With increasing training intensity, the proportion of fatty acids burned decreases, while the proportion of burned glycogen increases. From this fact, terms such as fat burning training or fat burning pulse are often derived and it is recommended to maintain lower training intensities in the range of 50-60% MHF. This training intensity is quite demanding for beginners and overweight runners, also suitable for athletes who want to conserve their glycogen reserves, while a higher training intensity is likely to be more effective for well-trained endurance runners. Basically there is nothing wrong with the terms fat burning training and fat burning pulse, but they are easily misleading or even misleading with regard to all the different training goals and losing weight. When it comes to losing weight, it doesn't matter so much whether fatty acids or glycogen are burned, in both cases it is calories and the calorie deficit ultimately melts body fat. Critics of the term fat-burning pulse therefore advise choosing higher training intensities.

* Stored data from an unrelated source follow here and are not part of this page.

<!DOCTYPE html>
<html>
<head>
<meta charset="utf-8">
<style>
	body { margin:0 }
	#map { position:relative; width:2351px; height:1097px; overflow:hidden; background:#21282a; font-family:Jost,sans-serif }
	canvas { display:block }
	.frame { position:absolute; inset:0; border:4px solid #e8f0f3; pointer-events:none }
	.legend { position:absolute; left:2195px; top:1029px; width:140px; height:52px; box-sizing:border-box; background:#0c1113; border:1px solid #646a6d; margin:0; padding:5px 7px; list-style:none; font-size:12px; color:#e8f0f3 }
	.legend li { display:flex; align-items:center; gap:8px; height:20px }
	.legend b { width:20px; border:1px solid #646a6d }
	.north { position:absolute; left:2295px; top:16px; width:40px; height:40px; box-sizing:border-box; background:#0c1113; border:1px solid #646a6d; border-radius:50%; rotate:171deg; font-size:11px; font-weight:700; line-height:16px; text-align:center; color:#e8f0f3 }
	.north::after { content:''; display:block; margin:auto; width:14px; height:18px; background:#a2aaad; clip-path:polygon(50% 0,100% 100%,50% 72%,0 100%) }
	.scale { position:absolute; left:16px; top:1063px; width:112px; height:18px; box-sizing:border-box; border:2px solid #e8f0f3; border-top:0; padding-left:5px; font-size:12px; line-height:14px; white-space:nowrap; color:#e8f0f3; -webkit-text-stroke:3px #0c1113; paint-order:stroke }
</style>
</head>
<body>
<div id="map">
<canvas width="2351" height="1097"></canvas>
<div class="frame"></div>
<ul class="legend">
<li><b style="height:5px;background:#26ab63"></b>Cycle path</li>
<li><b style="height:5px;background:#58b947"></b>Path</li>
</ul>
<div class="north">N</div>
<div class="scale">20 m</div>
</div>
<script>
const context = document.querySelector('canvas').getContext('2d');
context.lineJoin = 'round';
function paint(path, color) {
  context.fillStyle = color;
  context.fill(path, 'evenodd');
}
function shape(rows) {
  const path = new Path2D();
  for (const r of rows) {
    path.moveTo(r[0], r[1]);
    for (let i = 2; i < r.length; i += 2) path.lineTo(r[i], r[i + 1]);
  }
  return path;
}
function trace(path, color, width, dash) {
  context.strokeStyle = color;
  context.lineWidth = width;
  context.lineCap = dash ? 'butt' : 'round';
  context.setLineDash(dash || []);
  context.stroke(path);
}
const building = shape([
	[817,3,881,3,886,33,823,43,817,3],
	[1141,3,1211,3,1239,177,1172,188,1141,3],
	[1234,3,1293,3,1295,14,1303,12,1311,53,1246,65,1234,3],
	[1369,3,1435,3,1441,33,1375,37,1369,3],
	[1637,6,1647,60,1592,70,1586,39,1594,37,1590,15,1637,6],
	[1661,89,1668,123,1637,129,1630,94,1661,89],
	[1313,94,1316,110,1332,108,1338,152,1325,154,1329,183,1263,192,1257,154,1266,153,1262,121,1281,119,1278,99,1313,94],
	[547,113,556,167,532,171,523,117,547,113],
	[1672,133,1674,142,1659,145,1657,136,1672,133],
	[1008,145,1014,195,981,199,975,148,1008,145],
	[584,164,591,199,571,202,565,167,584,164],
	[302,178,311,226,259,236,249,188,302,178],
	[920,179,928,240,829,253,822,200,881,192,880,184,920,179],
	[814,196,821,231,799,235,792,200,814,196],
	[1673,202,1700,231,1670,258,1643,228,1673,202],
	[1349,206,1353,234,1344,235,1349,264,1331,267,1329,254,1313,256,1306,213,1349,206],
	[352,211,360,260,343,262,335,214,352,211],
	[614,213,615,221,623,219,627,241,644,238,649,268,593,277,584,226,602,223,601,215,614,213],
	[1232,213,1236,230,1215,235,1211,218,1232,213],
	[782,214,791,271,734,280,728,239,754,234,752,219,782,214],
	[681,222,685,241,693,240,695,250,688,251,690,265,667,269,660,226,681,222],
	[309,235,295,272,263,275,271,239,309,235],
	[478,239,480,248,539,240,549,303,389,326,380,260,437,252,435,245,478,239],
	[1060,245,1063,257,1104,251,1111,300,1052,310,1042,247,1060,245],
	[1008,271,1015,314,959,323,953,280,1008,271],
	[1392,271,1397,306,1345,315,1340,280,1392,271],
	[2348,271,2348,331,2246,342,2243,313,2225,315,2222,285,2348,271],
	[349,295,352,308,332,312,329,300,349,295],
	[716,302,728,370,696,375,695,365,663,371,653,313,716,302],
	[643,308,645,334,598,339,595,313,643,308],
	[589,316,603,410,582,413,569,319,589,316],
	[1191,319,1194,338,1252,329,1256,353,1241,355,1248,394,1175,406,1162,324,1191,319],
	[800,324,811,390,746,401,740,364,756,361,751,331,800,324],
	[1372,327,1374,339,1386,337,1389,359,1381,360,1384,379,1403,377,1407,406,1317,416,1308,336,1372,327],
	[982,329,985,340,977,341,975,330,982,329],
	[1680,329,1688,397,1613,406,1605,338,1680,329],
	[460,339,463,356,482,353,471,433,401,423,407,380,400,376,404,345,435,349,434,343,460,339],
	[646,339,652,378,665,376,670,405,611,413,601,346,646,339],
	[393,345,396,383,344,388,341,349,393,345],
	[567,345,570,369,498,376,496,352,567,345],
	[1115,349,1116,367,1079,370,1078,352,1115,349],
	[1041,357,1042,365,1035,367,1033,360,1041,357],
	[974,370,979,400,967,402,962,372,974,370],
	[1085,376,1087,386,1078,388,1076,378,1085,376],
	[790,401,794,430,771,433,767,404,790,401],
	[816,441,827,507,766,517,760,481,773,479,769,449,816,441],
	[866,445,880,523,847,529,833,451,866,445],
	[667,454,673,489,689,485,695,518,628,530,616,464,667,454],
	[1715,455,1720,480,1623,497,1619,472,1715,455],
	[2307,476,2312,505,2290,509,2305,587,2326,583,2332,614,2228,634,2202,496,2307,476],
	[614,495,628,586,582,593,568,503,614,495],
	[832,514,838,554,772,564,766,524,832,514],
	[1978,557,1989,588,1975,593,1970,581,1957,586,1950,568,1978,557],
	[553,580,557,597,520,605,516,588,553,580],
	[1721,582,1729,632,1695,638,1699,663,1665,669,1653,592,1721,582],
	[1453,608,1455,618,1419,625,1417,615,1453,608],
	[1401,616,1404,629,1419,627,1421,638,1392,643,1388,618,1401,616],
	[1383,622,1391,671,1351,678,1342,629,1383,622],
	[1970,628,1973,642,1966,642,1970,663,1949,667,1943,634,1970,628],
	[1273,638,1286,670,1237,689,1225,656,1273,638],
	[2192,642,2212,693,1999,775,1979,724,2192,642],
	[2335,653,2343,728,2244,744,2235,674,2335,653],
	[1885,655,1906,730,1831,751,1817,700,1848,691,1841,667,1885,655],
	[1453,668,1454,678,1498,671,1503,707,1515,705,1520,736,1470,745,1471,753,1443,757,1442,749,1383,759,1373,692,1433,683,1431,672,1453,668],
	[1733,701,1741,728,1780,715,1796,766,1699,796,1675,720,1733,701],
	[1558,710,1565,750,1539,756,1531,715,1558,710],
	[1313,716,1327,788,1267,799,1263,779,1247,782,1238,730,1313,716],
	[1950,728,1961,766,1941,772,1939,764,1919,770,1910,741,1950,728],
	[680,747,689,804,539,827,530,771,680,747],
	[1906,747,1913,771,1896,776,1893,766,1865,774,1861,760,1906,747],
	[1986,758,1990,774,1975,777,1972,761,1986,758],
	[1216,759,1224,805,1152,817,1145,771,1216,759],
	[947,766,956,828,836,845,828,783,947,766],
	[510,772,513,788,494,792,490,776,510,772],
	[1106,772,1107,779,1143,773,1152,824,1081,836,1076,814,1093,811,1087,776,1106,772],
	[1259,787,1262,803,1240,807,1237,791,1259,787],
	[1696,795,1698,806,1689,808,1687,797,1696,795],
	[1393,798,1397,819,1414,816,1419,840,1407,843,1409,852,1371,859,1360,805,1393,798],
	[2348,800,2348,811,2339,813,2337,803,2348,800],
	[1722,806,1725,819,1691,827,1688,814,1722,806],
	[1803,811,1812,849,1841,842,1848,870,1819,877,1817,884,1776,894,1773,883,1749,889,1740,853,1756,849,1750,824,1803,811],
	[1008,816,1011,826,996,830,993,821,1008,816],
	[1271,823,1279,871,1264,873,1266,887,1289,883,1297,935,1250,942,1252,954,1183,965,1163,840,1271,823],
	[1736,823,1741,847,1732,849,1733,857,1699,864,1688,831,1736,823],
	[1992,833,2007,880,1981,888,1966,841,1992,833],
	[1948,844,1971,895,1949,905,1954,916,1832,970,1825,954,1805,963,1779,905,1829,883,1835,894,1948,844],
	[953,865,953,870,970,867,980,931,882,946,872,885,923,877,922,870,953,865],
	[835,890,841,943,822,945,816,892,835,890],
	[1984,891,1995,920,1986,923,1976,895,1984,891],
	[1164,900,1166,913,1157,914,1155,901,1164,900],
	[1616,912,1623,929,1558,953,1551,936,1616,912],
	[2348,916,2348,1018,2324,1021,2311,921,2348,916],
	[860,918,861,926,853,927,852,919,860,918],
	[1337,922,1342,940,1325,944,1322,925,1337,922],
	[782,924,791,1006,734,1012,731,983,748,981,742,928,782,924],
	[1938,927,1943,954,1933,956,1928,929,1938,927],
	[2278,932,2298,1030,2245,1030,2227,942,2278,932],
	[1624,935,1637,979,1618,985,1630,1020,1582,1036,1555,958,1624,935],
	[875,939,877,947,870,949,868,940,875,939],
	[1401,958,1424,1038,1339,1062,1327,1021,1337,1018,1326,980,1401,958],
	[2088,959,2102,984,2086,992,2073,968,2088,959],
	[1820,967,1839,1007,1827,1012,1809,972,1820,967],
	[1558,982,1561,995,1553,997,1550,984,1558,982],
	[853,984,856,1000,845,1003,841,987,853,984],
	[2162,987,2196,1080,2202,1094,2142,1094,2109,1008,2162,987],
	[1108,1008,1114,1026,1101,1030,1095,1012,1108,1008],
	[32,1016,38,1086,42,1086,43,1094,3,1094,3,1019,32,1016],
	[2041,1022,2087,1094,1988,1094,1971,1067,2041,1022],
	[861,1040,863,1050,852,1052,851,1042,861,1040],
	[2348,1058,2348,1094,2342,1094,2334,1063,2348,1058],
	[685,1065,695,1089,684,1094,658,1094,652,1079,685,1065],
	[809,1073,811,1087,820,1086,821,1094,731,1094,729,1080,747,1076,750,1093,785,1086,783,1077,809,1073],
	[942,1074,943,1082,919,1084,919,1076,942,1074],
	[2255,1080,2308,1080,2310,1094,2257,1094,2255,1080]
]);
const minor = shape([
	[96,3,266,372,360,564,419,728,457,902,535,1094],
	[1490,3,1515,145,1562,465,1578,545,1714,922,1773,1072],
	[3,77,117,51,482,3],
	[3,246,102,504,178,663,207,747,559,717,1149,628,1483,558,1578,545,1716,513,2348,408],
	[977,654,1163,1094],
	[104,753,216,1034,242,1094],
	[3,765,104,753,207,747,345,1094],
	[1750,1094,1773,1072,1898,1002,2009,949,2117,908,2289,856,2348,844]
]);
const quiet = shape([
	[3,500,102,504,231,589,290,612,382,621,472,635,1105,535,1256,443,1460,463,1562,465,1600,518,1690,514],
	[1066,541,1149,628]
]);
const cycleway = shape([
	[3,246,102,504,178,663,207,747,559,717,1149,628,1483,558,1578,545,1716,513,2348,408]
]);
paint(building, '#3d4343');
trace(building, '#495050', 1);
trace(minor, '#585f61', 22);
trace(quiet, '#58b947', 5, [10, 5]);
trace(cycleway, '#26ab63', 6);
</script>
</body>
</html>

However, constant high training intensities provoke experiences of exhaustion and sore muscles, the risk of injury can increase and the immune system can be impaired, so that ultimately fewer calories are burned over a certain period of time than would be the case with more moderate training intensities. If you are very overweight or not fit, high training intensities are just as disadvantageous and therefore the terms fat burning training and fat burning pulse can have a motivating effect in such cases, because they suggest that something can also be achieved with low training intensity. A major problem, however, is the determination of the MHF, because the results of the available formulas can deviate quite significantly from the actual value. Ultimately, it makes the most sense to find out individually by trying out and observing your own body what works best for you in order to achieve the maximum amount of calories burned; everyone has their very own efficient training pulse, which also changes accordingly with changing fitness changed.